*** Block opens ***
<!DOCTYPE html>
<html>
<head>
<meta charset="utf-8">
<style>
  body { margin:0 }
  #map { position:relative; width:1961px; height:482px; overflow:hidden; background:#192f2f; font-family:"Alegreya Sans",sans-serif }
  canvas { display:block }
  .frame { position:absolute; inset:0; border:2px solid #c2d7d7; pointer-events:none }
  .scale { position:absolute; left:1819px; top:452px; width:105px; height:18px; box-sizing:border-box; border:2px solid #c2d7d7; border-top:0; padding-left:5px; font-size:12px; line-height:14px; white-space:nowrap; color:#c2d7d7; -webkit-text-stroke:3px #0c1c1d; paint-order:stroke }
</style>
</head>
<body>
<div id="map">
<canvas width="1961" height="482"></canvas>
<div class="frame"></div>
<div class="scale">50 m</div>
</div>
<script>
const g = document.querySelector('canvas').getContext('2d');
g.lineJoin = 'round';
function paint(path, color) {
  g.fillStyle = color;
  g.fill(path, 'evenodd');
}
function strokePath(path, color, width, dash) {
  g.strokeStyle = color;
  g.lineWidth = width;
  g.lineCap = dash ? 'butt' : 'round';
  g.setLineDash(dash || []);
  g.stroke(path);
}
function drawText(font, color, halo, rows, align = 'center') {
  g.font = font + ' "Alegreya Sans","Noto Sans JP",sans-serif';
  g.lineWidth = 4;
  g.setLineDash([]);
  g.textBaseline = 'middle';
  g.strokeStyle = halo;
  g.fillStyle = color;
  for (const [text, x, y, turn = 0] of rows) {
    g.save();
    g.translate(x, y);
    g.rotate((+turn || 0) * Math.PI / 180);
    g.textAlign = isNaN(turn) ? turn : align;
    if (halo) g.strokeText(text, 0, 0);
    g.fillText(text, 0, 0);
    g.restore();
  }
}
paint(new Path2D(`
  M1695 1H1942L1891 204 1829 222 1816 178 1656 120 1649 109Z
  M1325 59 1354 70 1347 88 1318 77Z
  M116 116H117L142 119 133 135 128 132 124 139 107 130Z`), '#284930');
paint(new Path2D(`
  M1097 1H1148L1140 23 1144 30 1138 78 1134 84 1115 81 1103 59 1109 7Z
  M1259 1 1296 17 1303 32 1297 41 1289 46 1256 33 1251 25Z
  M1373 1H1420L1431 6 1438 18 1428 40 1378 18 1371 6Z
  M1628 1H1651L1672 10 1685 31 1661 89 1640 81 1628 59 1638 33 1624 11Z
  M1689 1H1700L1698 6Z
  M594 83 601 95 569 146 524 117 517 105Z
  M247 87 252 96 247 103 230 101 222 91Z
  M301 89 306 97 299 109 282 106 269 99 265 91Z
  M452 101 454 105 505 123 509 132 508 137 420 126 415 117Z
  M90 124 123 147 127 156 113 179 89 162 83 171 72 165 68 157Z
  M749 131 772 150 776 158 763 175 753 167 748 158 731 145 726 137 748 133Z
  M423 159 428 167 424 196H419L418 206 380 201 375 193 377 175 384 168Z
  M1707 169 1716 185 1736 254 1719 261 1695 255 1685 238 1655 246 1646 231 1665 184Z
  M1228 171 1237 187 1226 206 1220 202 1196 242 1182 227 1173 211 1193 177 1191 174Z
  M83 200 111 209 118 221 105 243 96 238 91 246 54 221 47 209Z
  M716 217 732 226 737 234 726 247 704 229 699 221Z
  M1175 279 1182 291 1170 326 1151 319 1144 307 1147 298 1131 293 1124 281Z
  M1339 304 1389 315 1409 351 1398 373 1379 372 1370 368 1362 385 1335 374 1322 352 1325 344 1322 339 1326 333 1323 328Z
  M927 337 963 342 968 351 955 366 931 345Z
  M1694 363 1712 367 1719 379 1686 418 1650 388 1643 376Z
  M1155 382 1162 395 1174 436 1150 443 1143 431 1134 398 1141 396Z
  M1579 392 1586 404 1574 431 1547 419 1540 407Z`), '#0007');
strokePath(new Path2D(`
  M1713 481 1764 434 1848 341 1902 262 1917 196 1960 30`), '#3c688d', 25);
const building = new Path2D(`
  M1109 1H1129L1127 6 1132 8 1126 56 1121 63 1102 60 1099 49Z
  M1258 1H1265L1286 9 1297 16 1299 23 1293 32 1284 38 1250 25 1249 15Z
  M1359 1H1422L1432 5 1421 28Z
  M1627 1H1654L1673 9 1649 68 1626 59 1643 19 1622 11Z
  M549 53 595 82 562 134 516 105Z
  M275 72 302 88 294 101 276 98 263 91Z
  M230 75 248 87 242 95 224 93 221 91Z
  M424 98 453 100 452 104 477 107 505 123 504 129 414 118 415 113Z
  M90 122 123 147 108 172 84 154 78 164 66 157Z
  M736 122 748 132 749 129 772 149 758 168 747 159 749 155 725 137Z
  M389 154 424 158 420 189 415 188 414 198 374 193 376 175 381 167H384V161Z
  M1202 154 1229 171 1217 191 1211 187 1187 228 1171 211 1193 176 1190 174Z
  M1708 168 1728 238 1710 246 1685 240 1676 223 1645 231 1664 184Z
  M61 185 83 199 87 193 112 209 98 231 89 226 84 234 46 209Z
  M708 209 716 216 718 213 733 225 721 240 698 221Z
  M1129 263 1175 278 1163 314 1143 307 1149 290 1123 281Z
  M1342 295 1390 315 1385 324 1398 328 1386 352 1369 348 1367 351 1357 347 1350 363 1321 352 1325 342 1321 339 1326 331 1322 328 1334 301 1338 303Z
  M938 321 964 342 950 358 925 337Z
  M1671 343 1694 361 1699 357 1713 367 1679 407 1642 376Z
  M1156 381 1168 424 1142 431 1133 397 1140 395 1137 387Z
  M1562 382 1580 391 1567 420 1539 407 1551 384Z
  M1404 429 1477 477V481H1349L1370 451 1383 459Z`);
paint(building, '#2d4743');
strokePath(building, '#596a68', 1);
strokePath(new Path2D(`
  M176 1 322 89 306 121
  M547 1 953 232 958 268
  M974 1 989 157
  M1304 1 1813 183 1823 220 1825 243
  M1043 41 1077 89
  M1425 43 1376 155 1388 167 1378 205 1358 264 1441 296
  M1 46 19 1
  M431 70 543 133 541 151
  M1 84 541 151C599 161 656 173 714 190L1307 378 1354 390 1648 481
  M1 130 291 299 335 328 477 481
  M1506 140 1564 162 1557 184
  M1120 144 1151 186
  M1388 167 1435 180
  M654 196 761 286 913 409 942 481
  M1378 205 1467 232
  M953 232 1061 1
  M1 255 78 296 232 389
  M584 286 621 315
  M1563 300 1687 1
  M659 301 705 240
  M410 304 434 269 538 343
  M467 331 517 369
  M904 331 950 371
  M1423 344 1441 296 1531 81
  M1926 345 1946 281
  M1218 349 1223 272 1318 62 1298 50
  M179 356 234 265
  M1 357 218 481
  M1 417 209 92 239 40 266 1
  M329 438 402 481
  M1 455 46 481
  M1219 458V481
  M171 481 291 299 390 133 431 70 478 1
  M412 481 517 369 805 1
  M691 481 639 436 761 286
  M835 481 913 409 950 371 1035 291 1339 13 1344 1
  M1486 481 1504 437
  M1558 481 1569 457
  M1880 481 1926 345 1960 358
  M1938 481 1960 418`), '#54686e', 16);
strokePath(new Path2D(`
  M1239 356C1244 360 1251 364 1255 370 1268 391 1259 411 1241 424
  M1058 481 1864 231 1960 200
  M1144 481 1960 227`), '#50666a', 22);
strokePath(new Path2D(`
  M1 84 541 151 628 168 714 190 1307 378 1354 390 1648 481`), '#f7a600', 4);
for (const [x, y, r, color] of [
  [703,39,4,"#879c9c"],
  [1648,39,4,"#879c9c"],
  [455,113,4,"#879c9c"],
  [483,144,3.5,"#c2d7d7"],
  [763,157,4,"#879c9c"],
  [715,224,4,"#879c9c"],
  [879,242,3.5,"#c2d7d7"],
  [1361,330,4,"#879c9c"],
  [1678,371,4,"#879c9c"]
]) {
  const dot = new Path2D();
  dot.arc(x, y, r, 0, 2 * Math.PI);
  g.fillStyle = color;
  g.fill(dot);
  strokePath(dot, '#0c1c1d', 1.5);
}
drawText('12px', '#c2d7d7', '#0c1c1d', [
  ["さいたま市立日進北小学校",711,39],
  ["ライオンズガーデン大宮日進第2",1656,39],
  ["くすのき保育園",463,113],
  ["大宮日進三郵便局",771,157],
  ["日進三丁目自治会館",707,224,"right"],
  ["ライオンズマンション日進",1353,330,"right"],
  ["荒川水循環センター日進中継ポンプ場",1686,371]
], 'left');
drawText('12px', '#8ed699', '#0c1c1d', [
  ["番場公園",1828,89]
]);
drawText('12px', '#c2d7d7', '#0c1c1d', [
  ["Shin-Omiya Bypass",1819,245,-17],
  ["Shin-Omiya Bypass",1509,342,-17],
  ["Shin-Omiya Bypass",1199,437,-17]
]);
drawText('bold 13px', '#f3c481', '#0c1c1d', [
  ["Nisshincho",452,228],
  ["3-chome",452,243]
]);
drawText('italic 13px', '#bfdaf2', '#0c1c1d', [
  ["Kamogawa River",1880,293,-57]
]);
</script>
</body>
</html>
*** Block closes ***
◆ What you need to do:
The listing above holds a line with "g.lineJoin = 'round';" and a line with "g.setLineDash(dash || []);". Print the stretch from the first through the second, exactly and alone.

◆ Answer for this exercise:
g.lineJoin = 'round';
function paint(path, color) {
  g.fillStyle = color;
  g.fill(path, 'evenodd');
}
function strokePath(path, color, width, dash) {
  g.strokeStyle = color;
  g.lineWidth = width;
  g.lineCap = dash ? 'butt' : 'round';
  g.setLineDash(dash || []);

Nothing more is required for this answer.